The following synopsis has been culled from notes of the symposium sessions. It is offered here to provide some sense of the symposium’s topics and discussions, especially for those who could not attend but may wish to participate in the future. These summaries of participants’ comments are not verbatim nor are they complete, and may not be used for citation. For further information about the topics mentioned here, refer first to the participants’ published works (see the Iconic Books Bibliography) and then contact the individual participants themselves.

Friday, September 4th:
            Scholars working in different disciplines and specializing in different cultures and time periods gathered to share data and insights on iconic books and texts. Brent Plate (Hamilton) opened the symposium and introduced Dean Joseph Urgo who welcomed the assembled scholars to Hamilton College.

Jim Watts (Syracuse University) gave the opening address. He reviewed the nine-year history of the Iconic Books Project that set the stage of this series of symposia. The goal is to create a new academic discourse around this subject. The last symposium put six significant issues on the table that participants this year might want to take up. Jim Watts

  • Is the terminology of “icon” and “iconic” appropriate for texts from unrelated cultures and time periods? What alternative terms are available? Dori Parmenter has defined “iconic book” as functionally identical to icons as understood by Eastern Orthodox theologians.
  • The problem of comparison: Comparisons between superficially similar phenomena in separate cultures and periods suffer from lack of control, as is widely recognized. How can comparison of iconic book practices avoid this well-known pitfall? Watts noted that comparative study casts the materials of his own specialty in a different light and, for him, that is its principal value.
  • The distinction between religious and secular texts: Is there anything distinctive about the iconicity of religious texts?
  • The functional relationship between iconicity and the other dimensions of texts: How do practices of visual display and material manipulation influence the reading and interpretation of particular text? Watts reviewed briefly his own theory of the three dimensions (semantic, performative, iconic) of texts, then invited critique and alternative proposals.
  • The socio-political location of iconic book practices: Books and other texts mediate social power both within communities and between them. They do so iconically as well as semantically, though with different effects.
  • Value-judgments about iconic book practices: The usual attitude of scholars towards iconic book and text practices is disparaging and dismissive. Not only do such judgments interfere with analyzing the phenomenon, but these old preconceptions also need to be studied and understood in social context.

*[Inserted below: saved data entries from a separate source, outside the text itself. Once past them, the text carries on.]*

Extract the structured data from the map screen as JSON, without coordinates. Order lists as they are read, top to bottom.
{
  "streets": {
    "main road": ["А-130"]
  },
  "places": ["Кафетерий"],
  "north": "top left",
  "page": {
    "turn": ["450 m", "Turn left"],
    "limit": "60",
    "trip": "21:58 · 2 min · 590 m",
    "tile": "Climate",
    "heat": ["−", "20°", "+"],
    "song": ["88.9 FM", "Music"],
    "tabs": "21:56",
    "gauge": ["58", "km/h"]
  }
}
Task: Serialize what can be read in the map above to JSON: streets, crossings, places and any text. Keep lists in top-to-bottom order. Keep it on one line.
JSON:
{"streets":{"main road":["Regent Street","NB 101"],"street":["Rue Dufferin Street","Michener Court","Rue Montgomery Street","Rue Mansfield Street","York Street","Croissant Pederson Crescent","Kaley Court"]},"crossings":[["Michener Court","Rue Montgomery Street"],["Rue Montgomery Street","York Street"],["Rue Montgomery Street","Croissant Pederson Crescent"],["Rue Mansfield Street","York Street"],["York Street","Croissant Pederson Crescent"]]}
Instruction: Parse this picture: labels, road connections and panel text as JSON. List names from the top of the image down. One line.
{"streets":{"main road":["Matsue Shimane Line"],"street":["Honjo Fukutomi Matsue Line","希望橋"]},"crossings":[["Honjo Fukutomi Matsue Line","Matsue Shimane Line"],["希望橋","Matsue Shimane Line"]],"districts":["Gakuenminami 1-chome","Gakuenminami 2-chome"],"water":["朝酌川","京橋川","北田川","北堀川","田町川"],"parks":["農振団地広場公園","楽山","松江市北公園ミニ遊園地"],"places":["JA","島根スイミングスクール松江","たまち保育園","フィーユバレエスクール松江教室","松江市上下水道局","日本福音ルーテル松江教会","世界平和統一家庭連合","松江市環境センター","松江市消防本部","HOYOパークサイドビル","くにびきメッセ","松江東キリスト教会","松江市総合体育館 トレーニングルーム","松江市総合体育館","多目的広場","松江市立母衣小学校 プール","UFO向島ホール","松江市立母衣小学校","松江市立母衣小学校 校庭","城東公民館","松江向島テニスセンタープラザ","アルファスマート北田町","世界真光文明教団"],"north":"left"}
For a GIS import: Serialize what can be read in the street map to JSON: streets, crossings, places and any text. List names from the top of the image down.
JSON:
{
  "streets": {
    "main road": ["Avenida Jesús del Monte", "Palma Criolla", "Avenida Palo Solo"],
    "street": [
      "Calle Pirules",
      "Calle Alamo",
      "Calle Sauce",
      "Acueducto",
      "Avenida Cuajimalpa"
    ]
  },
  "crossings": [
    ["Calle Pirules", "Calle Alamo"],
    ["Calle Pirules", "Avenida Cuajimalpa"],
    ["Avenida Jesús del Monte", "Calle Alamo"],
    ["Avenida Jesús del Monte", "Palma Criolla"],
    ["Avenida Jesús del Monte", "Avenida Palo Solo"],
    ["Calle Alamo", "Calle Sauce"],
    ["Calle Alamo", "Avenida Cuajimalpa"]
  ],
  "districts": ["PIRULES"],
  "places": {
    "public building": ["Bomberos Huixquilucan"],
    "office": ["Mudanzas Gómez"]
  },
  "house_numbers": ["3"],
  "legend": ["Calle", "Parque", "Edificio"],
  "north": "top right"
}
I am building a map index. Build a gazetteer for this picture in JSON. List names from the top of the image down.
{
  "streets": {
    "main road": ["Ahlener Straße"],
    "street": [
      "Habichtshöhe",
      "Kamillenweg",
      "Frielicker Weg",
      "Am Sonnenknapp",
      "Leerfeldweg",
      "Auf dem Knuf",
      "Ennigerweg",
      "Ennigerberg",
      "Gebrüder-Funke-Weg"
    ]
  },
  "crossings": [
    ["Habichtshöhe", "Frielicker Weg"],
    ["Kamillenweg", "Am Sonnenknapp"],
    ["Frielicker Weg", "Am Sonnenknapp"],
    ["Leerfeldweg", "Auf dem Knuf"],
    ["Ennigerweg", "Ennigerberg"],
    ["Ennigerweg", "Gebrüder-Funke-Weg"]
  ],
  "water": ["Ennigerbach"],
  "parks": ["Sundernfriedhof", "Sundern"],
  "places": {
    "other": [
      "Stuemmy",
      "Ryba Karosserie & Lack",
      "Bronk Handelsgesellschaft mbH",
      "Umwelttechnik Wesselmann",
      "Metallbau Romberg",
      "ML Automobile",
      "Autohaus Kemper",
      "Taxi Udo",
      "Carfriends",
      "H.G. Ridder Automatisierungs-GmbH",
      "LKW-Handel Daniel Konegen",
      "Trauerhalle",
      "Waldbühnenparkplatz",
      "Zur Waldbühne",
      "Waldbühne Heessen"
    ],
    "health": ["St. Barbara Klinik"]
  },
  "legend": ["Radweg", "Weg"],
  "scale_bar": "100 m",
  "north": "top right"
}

Watts proceeded to apply some observations from the first symposium to materials in his own field. Surviving texts from the ancient Near East exhibit four kinds of iconicity: (1) tablets and scrolls serve as marks of status and expertise in portraits of scribes; (2) monumental texts demonstrate royal and temple power and wealth; (3) kings and priests displayed old texts to legitimize ritual performances; (4) myths describe heavenly texts in which the gods write human fates. This last category includes Mesopotamian stories of battles among the gods to possess such “Tablets of Destiny” and thereby become king of the gods. These myths reflect the politics of textual production and possession in many ancient Near Eastern courts. The Assyrian king, Assurbanipal, built his massive library through conquest and used it as an instrument of oversight and control. The myths reflect the fact that possession of iconic texts conveys cultural prestige and political supremacy.

Saturday, September 5th:
            The symposium proceeded on the following days with discussion sessions introduced by presentations by each of the panellists.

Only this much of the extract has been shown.